**What you need to do:** The expected output is every line below, reproduced exactly.

**Record set:**
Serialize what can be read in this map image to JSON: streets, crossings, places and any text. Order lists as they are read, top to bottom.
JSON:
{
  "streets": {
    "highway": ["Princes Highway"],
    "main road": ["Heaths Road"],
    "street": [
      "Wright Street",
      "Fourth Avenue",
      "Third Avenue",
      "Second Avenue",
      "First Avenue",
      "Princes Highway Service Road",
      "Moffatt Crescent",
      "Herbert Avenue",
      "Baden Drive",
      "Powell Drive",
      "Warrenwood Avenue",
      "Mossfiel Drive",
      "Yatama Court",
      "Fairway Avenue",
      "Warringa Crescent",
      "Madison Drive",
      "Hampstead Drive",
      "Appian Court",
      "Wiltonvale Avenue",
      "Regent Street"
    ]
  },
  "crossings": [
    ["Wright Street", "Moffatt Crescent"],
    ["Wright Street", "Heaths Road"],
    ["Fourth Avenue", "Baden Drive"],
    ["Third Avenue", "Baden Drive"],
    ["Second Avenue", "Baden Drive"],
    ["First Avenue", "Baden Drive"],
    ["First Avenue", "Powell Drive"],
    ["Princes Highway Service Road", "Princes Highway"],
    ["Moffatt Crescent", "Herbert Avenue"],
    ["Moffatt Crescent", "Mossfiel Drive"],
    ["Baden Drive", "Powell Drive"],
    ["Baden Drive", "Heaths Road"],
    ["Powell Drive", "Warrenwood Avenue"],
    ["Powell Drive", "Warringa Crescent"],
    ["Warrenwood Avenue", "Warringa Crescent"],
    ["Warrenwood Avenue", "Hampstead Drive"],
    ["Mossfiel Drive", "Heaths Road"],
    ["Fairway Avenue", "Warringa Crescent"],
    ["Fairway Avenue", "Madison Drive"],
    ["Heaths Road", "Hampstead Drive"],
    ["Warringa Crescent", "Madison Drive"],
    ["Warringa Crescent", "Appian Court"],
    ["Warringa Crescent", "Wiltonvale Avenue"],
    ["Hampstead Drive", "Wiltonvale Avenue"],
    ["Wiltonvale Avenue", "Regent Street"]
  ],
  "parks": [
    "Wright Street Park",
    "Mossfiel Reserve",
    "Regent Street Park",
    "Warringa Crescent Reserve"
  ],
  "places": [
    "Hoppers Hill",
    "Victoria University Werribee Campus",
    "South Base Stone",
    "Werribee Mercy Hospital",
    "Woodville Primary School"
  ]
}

**Reply to the task:**
Serialize what can be read in this map image to JSON: streets, crossings, places and any text. Order lists as they are read, top to bottom.
JSON:
{
  "streets": {
    "highway": ["Princes Highway"],
    "main road": ["Heaths Road"],
    "street": [
      "Wright Street",
      "Fourth Avenue",
      "Third Avenue",
      "Second Avenue",
      "First Avenue",
      "Princes Highway Service Road",
      "Moffatt Crescent",
      "Herbert Avenue",
      "Baden Drive",
      "Powell Drive",
      "Warrenwood Avenue",
      "Mossfiel Drive",
      "Yatama Court",
      "Fairway Avenue",
      "Warringa Crescent",
      "Madison Drive",
      "Hampstead Drive",
      "Appian Court",
      "Wiltonvale Avenue",
      "Regent Street"
    ]
  },
  "crossings": [
    ["Wright Street", "Moffatt Crescent"],
    ["Wright Street", "Heaths Road"],
    ["Fourth Avenue", "Baden Drive"],
    ["Third Avenue", "Baden Drive"],
    ["Second Avenue", "Baden Drive"],
    ["First Avenue", "Baden Drive"],
    ["First Avenue", "Powell Drive"],
    ["Princes Highway Service Road", "Princes Highway"],
    ["Moffatt Crescent", "Herbert Avenue"],
    ["Moffatt Crescent", "Mossfiel Drive"],
    ["Baden Drive", "Powell Drive"],
    ["Baden Drive", "Heaths Road"],
    ["Powell Drive", "Warrenwood Avenue"],
    ["Powell Drive", "Warringa Crescent"],
    ["Warrenwood Avenue", "Warringa Crescent"],
    ["Warrenwood Avenue", "Hampstead Drive"],
    ["Mossfiel Drive", "Heaths Road"],
    ["Fairway Avenue", "Warringa Crescent"],
    ["Fairway Avenue", "Madison Drive"],
    ["Heaths Road", "Hampstead Drive"],
    ["Warringa Crescent", "Madison Drive"],
    ["Warringa Crescent", "Appian Court"],
    ["Warringa Crescent", "Wiltonvale Avenue"],
    ["Hampstead Drive", "Wiltonvale Avenue"],
    ["Wiltonvale Avenue", "Regent Street"]
  ],
  "parks": [
    "Wright Street Park",
    "Mossfiel Reserve",
    "Regent Street Park",
    "Warringa Crescent Reserve"
  ],
  "places": [
    "Hoppers Hill",
    "Victoria University Werribee Campus",
    "South Base Stone",
    "Werribee Mercy Hospital",
    "Woodville Primary School"
  ]
}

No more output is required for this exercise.